J-9; Sisi Lain
Karena gereja tempat aku bertumbuh itu berada di dalam mall, jadi setelah selesai beribadah, aku dan Jack mendatangi food court mall untuk mencari makan malam.
Malam itu aku memilih untuk makan ramen, sedangkan Jack memilih untuk makan nasi goreng seafood. Karena Jack pernah bilang kalau dia makan malam tanpa nasi itu tidurnya tidak akan nyenyak.
"Temenin aku ke Sumatera, yuk. Mau nggak?"
Hampir saja aku tersedak kuah ramen ketika mendengar permintaan Jack. Selama ini aku tidak pernah meninggalkan Cafe Teapilog, kalau aku ke Sumatera otomatis aku harus meninggalkan Teapilog, bukan? Ya, meskipun tidak selamanya aku meninggalkan Teapilog, tapi....
"Aku kangen Damang, pengen nengokin."
Dahiku mengernyit, sudah lama sekali aku tidak mendengar sebutan Damang. Damang atau Amang dalam bahasa Batak bermakna Ayah.
"Ke Sumatera?"
Sambil memakan nasi gorengnya, Jack mengangguk. Aku masih ragu jika ingin meninggalkan Jakarta begitu saja.
"Kalau kamu nggak mau, yaudah nggakpapa kok. Aku bisa ke sana sendiri."
Jack tersenyum pahit, lalu dia memalingkan pandangannya kearah nasi gorengnya. Aku menghela nafas berat.

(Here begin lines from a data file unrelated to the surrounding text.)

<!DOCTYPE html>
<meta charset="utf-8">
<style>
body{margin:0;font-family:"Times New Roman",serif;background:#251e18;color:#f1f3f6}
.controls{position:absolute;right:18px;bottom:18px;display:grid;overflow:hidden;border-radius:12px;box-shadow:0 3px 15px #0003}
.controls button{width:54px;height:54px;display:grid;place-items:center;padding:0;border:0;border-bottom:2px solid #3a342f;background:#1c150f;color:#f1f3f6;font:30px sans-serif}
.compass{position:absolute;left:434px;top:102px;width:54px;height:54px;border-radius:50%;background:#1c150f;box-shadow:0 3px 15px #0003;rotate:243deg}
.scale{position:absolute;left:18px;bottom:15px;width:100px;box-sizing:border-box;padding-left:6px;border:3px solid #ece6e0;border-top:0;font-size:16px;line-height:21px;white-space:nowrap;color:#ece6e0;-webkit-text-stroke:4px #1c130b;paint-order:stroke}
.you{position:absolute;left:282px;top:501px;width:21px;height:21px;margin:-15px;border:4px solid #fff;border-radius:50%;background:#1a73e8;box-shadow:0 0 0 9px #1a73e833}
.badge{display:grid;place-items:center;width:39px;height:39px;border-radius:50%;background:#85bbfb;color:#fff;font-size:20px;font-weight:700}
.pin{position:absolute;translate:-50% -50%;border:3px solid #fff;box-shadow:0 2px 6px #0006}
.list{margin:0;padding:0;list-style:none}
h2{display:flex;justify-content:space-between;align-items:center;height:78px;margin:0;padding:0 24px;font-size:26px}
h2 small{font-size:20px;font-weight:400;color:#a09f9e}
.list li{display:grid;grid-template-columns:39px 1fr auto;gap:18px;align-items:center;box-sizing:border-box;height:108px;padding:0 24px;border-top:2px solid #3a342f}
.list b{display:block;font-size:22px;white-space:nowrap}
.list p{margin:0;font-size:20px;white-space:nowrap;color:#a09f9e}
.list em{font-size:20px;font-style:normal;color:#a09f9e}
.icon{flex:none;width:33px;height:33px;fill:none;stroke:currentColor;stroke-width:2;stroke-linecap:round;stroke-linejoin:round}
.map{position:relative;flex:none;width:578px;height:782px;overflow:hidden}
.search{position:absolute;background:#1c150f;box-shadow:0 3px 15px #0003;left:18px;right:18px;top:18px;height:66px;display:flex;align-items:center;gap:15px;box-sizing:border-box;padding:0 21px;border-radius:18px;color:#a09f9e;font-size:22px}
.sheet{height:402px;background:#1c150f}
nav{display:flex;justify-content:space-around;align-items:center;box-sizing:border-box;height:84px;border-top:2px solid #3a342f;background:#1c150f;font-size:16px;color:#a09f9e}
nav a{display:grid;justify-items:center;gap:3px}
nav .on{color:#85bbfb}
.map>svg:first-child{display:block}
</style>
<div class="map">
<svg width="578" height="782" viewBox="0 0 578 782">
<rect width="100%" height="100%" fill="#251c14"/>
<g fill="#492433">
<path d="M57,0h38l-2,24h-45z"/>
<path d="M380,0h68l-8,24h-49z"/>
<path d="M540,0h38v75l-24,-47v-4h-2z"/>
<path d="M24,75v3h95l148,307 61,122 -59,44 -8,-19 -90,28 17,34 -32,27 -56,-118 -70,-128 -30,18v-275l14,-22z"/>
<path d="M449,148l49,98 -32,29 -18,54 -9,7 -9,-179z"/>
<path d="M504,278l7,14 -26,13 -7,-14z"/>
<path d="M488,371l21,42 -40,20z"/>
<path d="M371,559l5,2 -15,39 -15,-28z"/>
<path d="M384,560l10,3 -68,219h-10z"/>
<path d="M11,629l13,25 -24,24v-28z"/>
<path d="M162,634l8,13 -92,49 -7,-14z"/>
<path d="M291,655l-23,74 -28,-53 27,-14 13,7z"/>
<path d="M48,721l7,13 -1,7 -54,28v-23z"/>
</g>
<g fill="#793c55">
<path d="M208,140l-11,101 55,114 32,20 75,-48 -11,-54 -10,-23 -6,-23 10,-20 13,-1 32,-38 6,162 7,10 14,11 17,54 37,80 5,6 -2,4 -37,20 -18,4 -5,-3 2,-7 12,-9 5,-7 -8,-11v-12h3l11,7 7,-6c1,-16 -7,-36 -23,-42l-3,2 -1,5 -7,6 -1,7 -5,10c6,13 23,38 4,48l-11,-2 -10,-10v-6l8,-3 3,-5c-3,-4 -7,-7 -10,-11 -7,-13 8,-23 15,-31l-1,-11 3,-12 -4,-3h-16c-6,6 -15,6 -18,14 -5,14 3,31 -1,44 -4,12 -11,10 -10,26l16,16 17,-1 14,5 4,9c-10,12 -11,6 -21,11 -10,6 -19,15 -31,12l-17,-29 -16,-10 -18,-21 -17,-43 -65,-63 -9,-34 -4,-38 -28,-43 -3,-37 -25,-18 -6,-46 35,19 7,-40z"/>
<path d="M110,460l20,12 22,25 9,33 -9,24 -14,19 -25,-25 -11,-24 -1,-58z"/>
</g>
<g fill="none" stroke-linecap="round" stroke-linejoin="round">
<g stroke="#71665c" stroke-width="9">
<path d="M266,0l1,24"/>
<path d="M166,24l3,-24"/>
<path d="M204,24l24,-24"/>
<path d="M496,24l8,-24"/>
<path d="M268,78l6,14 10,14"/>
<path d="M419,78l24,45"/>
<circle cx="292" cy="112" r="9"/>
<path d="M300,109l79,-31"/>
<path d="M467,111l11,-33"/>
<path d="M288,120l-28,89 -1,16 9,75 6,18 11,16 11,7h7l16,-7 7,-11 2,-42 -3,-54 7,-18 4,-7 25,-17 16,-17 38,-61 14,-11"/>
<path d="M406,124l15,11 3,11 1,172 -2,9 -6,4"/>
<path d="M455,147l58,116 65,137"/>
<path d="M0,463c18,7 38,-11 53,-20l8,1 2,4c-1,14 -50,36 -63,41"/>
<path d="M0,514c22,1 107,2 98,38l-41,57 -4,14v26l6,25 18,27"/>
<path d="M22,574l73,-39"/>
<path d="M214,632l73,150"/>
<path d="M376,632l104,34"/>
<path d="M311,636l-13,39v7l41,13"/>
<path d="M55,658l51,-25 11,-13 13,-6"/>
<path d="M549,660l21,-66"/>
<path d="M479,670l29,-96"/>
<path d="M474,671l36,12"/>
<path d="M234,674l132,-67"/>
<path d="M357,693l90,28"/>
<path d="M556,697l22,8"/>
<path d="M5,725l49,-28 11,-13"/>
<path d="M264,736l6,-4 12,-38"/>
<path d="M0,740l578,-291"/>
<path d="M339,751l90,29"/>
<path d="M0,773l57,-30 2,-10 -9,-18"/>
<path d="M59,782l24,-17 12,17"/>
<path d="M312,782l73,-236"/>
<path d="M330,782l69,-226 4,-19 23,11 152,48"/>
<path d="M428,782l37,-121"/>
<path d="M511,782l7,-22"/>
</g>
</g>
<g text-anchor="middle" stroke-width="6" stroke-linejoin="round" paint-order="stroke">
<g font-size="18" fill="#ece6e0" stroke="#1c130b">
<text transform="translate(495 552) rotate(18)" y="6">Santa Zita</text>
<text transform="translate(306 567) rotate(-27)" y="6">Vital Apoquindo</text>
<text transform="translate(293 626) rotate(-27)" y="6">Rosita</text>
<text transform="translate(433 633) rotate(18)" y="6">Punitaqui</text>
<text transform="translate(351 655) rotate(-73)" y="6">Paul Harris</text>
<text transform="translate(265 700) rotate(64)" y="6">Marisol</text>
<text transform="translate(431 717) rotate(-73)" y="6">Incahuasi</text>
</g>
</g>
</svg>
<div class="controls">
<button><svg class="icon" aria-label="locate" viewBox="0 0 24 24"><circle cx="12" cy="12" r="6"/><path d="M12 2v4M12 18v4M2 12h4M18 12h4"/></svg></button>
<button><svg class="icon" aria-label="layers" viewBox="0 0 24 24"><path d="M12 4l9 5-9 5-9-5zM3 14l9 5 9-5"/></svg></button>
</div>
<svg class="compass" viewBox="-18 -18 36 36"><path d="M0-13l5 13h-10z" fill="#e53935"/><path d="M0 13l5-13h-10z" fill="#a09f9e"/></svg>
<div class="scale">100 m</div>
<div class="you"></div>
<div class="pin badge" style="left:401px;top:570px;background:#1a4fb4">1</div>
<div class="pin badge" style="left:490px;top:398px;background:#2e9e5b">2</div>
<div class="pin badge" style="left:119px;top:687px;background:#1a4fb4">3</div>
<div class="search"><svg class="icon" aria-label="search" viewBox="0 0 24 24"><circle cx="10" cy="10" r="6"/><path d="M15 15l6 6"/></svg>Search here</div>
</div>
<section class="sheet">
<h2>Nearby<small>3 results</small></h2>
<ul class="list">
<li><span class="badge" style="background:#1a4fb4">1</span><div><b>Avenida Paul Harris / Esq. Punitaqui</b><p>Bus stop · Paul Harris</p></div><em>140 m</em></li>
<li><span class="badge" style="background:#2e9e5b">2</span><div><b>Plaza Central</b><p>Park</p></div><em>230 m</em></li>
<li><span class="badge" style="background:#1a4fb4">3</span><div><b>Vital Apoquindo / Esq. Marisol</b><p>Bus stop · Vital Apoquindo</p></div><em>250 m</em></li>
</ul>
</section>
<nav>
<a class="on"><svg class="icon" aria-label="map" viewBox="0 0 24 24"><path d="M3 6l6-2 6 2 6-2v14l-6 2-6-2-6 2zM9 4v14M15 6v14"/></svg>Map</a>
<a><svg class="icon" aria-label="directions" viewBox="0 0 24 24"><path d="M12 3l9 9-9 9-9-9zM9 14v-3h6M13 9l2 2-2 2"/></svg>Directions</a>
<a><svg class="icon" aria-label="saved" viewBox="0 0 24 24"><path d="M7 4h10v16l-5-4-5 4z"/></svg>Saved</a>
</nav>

Ya sudahlah, tidak apa-apa aku meninggalkan Teapilog, hitung-hitung untuk refreshing. Lagiankan ada Rofi yang bisa meng-handle.
"Aku mau kok."
Jack mendongak, matanya berbinar, "Serius?"
Dengan ragu aku mengangguk. Mana bisa aku membiarkan perempuan itu pergi sendirian. Tunangan macam apa aku ini kalau tidak mau menemani calon istri menjenguk Ayahnya di kampung halaman?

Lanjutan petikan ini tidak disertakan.